Task goal:
Please work out how many lines in the material below contain the string "structure", and answer with that number only.

Dataset records:
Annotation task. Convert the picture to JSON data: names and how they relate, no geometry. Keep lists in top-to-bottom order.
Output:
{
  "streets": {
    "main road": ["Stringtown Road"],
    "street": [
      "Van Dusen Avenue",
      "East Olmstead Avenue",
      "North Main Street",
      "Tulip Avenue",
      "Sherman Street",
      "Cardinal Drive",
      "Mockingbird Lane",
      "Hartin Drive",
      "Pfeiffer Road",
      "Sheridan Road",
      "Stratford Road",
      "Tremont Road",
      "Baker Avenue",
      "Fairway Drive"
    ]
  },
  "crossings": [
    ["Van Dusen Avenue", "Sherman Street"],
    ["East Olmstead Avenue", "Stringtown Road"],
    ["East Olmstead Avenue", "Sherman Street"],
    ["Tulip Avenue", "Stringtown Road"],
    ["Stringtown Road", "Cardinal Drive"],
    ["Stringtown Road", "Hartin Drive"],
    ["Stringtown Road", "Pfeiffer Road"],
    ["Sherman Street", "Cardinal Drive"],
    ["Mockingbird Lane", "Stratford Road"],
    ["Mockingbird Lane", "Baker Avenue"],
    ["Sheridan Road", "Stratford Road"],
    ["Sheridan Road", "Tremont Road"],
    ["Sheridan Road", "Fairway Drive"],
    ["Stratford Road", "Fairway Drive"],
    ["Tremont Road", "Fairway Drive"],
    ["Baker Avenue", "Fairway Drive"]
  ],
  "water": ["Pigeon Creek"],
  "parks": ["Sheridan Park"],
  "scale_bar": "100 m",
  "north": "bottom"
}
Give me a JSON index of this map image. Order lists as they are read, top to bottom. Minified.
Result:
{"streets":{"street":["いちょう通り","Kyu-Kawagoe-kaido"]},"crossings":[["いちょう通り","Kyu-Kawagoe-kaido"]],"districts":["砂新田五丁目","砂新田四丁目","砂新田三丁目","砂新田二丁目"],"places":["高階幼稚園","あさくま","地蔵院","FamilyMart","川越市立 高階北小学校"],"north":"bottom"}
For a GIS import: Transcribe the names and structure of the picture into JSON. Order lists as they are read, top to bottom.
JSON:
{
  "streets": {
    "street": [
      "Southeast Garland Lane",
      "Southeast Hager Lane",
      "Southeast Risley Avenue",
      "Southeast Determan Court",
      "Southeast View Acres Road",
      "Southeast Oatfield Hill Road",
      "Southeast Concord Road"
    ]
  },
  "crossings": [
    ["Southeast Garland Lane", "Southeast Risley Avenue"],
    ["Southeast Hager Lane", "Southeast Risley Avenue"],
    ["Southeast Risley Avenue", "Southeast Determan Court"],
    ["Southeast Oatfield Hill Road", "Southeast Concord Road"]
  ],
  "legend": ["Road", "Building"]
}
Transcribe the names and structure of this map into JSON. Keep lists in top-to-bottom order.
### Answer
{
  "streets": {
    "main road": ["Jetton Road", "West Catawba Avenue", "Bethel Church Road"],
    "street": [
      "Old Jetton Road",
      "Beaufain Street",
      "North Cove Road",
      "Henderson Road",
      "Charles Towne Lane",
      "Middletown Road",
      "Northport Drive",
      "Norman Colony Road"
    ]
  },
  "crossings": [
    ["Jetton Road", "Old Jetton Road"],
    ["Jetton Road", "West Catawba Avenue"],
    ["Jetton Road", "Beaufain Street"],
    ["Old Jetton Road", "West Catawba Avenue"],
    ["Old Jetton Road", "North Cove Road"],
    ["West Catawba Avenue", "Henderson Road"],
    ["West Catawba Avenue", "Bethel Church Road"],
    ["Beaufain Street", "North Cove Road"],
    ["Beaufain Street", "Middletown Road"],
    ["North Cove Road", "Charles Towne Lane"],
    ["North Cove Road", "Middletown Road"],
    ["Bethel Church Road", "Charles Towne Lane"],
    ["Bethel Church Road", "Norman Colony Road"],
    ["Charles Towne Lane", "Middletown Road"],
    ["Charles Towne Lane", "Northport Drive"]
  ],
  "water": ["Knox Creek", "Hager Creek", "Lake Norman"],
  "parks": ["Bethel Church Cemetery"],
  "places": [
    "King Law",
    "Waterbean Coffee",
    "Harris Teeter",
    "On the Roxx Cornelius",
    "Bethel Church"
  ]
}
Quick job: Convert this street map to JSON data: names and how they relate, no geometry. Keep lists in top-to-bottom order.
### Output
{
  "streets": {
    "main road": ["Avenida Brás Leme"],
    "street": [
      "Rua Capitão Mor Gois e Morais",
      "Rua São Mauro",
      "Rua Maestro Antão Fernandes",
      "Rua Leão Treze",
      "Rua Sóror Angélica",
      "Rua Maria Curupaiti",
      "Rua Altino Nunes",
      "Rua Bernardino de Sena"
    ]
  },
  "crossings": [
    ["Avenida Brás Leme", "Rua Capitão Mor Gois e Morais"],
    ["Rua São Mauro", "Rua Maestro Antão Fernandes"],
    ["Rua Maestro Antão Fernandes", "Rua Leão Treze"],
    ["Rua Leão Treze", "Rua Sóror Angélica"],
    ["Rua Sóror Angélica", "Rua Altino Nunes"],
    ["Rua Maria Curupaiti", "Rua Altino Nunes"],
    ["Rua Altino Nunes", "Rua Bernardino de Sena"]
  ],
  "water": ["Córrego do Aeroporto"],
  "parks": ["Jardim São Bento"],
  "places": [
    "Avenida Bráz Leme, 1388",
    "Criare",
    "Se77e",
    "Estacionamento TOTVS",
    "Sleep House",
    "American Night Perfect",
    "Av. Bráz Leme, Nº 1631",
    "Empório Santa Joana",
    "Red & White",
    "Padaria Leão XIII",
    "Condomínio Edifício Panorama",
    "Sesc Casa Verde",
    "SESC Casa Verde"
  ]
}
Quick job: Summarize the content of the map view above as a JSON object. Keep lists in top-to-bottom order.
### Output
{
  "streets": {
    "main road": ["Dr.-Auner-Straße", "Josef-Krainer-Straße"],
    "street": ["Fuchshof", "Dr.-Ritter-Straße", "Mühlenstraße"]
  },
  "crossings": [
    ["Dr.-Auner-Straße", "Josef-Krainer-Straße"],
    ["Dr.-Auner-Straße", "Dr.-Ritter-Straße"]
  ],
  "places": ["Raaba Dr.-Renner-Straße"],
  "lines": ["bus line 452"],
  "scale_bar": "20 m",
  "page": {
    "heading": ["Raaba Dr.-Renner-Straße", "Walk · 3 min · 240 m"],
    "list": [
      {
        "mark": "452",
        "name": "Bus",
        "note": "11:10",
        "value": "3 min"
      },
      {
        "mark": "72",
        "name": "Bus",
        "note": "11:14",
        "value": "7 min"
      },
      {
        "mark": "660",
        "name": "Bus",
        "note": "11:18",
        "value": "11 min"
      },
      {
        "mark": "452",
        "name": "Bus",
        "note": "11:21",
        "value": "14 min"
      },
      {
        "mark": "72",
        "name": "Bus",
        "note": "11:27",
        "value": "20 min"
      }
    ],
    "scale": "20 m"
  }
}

Answer to this exercise:
2